INSTRUCTIONS TO FOLLOW
Across the entries, count the lines that include "canvas" and report only that number.

Collected data

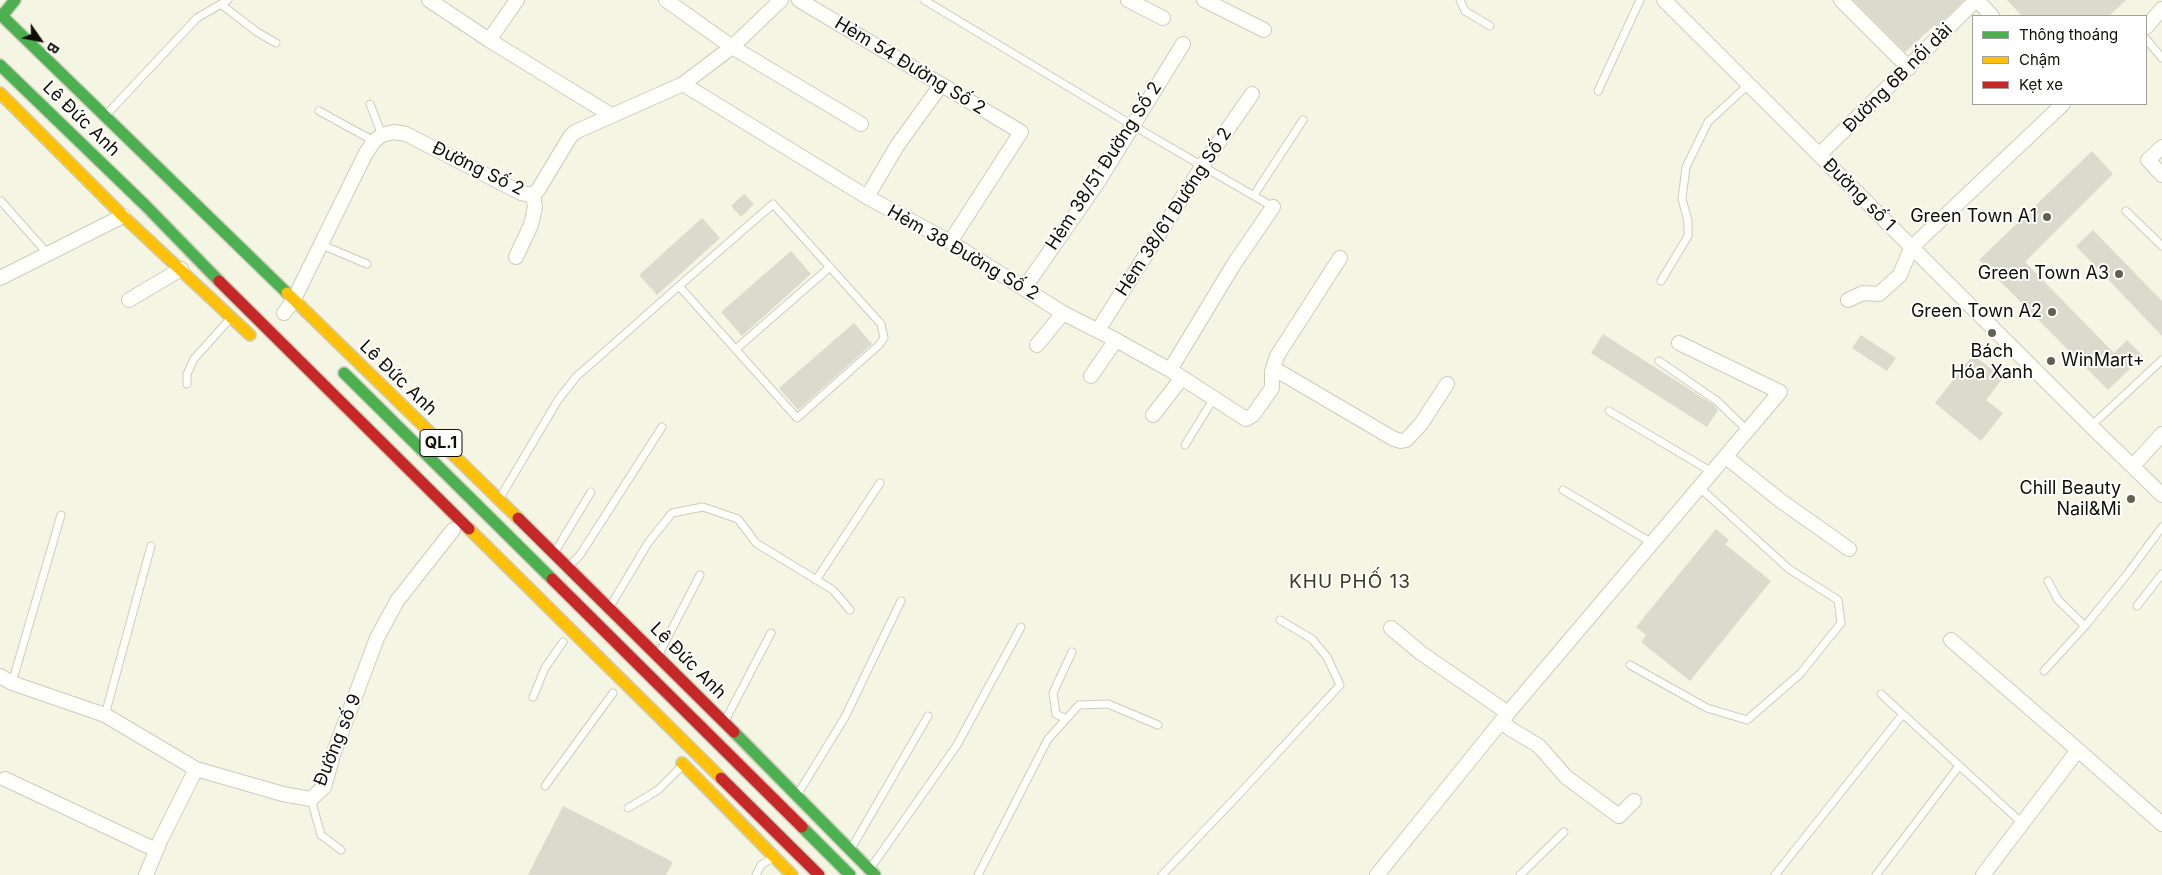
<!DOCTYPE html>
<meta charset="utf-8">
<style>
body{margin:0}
#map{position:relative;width:2162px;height:875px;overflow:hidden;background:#f5f5e3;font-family:Inter,sans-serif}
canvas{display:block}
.legend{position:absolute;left:1972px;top:15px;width:175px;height:90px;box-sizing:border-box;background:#fff;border:1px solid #9f9f9b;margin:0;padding:6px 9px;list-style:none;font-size:15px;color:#0f0f05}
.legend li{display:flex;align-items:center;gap:10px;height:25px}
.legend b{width:25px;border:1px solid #9f9f9b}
.north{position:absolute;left:15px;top:15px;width:50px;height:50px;-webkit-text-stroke:4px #fff;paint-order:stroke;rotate:123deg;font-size:14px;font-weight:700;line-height:20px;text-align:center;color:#0f0f05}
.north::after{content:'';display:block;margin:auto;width:18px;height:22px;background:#0f0f05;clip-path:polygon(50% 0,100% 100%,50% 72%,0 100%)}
</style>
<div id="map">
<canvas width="2162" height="875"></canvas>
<ul class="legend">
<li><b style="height:6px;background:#4caf50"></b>Thông thoáng</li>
<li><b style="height:6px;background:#ffc107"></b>Chậm</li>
<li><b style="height:6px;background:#c62828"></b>Kẹt xe</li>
</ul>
<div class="north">B</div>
</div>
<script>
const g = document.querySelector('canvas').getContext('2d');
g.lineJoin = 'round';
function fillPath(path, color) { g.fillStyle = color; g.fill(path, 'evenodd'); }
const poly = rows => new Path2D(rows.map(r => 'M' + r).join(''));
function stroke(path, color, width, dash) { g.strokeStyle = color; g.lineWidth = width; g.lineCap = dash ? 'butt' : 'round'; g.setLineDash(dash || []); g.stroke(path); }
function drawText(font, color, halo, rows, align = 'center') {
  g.font = font + ' Inter,sans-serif'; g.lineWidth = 4; g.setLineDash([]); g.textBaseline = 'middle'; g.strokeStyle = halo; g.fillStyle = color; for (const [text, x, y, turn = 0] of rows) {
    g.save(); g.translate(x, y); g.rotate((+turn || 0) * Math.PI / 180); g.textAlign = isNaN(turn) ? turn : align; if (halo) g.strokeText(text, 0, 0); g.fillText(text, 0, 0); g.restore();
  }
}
fillPath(poly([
 [1853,0,1964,0,1937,27,1935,25,1905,52],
 [2007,0,2126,0,2109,16,2022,16],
 [2092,151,2113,174,2025,262,2114,353,2127,340,2143,356,2108,390,1979,260],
 [744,194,754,204,741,217,731,206],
 [702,218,720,238,657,295,639,275],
 [2093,230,2162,301,2162,336,2076,246],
 [791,251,811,274,742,336,721,312],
 [854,323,872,344,798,410,779,388],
 [1603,334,1714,405,1718,410,1707,427,1591,353],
 [1861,335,1896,358,1887,371,1852,348],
 [1973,355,2003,378,1986,400,2003,413,1981,441,1935,403],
 [1716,529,1729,540,1725,544,1771,581,1690,681,1641,642,1646,635,1636,627],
 [563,806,673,862,666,875,528,875]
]), '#dbdbcd');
const lane = poly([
 [924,0,1132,125,1273,207],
 [1460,0,1465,11,1490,26],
 [222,5,257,32,276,43],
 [2146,39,2162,58],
 [1598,91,1640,0],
 [370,104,382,135],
 [319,111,374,141],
 [107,114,197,18,228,0],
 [1254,195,1303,120],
 [1,201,48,254],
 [2126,211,2162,246],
 [322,245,367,264],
 [1661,281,1688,236,1688,221,1682,199,1686,167,1708,122,1749,84],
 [736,349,830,267],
 [1659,361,1717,401,1748,431],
 [187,384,187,374,194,359,228,321],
 [1609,411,1712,472],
 [2091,426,2162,360],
 [1185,445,1214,398],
 [1563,490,1652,543],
 [501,496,558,400,576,377,679,286,773,204,881,324,884,338,879,345,797,418,679,286],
 [556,550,591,492],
 [571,564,580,555,662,427],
 [816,580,880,483],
 [2048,581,2058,600,2085,626],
 [611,605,648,543,672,513,703,507,738,519,756,543,833,590,850,610],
 [2137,606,2162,574],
 [660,652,700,575],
 [1630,665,1707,708,1747,720,1800,674,1841,623,1838,600,1789,569,1699,487],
 [2044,671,2085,626,2128,573,2162,527],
 [12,683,61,515],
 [1881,694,2022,823],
 [533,697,545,668,563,642],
 [105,715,151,546],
 [726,719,771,633],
 [1066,719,1056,714,1053,693,1072,652],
 [545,786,613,693],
 [799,792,845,717,901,601],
 [311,799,321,835,341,850],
 [628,808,658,790,681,767],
 [852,847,928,716],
 [872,866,957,745,1021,627],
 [756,875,761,865,771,859],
 [978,875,1048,739,1079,705,1108,704,1158,725],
 [1162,875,1243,790,1340,685,1327,657,1312,639,1280,620],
 [1520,875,1564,832],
 [1775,875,1903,714],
 [1876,875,1959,766]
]);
const street = poly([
 [429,0,489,40,611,115],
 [666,0,732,47,861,124],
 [799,0,1021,132,950,242],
 [1128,0,1163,18],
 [1204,0,1264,30],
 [1664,0,2091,426,2162,495],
 [1841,0,1909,68],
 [1977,0,1992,16],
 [2146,27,2162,9],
 [489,40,517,0],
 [683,84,867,197,950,242,1063,313,1116,340,1170,370,1246,419,1253,415,1272,388,1272,372,1277,356,1340,258],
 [2162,147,2148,160,2162,175],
 [1819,155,1976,0],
 [867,197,897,146,941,85],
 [516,257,531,225,535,207,533,195],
 [0,278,123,216],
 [1025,287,1098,182,1183,44],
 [129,300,181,269],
 [1848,300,1863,293,1879,294,1900,275,1911,248,2063,104],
 [284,313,293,301,366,153,374,141,382,135,394,132,406,134,521,193,533,195,538,190,570,137,575,132,683,84,732,47,781,0],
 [1098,330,1203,165,1252,94],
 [1037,345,1063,313],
 [1273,368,1394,439,1401,441,1406,440,1421,424,1447,384],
 [1170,370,1234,264,1273,207],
 [1091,376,1116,340],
 [1153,415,1182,378],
 [1726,457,1781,501,1849,549],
 [2133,466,2162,434],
 [1391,628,1421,653,1508,713],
 [1951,640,2078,750],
 [0,676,12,683,105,715,196,769],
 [1502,721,1509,728,1539,746,1566,777,1619,816,1634,801],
 [5,779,156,850],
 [146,875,161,839,196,769,283,794,311,799,324,787,333,755,377,638,397,601,453,530],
 [1377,875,1508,713,1780,392,1679,343],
 [1983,875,2078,750,2162,824]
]);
const fast = poly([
 [0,14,287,293],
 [2,16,15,0],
 [0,65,145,205,219,281],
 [344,373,552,579],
 [734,732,875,875],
 [802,827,850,875]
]);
const slow = poly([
 [0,93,123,216,250,335],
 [287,293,518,518],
 [469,529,721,778],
 [682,763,792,875]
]);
const jam = poly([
 [219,281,469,529],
 [518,518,734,732],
 [552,579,802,827],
 [721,778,819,875]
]);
stroke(lane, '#cccdbe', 9);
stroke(street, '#cccdbe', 16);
stroke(fast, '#cccdbe', 14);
stroke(slow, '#cccdbe', 14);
stroke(jam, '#cccdbe', 14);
stroke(lane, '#fefefb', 7);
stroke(street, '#fefefb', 14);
stroke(fast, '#4caf50', 11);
stroke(slow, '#ffc107', 11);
stroke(jam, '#c62828', 11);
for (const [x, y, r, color] of [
 [2047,217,5,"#606053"],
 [2119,274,5,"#606053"],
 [2052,312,5,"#606053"],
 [1992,333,5,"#606053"],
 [2051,361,5,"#606053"],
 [2131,499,5,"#606053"]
]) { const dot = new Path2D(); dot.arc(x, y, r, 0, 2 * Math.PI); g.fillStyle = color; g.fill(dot); stroke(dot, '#fff', 2); }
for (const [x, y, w] of [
 [441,443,42]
]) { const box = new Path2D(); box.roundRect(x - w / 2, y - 13.5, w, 27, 4); g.fillStyle = '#fff'; g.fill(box); stroke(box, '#0f0f05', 1); }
drawText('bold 16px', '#0f0f05', null, [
 ["QL.1",441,443]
]);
drawText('18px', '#0f0f05', '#fff', [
 ["Hẻm 54 Đường Số 2",910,66,31],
 ["Đường 6B nối dài",1898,78,-45],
 ["Lê Đức Anh",81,119,44],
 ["Hẻm 38/51 Đường Số 2",1104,166,-57],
 ["Đường Số 2",478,169,26],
 ["Đường số 1",1859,195,45],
 ["Hẻm 38/61 Đường Số 2",1174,212,-57],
 ["Hẻm 38 Đường Số 2",963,253,30],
 ["Lê Đức Anh",398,378,44],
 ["Lê Đức Anh",688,661,45],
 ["Đường số 9",338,740,-68]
]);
drawText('18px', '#0f0f05', '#fff', [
 ["Green Town A1",2037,217],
 ["Green Town A3",2109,274],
 ["Green Town A2",2042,312],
 ["Bách",1992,352,"center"],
 ["Hóa Xanh",1992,373,"center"],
 ["WinMart+",2061,361,"left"],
 ["Chill Beauty",2121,489],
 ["Nail&Mi",2121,510]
], 'right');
g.letterSpacing = '1px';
drawText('19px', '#3c3c20', '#fff', [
 ["KHU PHỐ 13",1350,582]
]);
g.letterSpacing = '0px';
</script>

TASK RESPONSE
3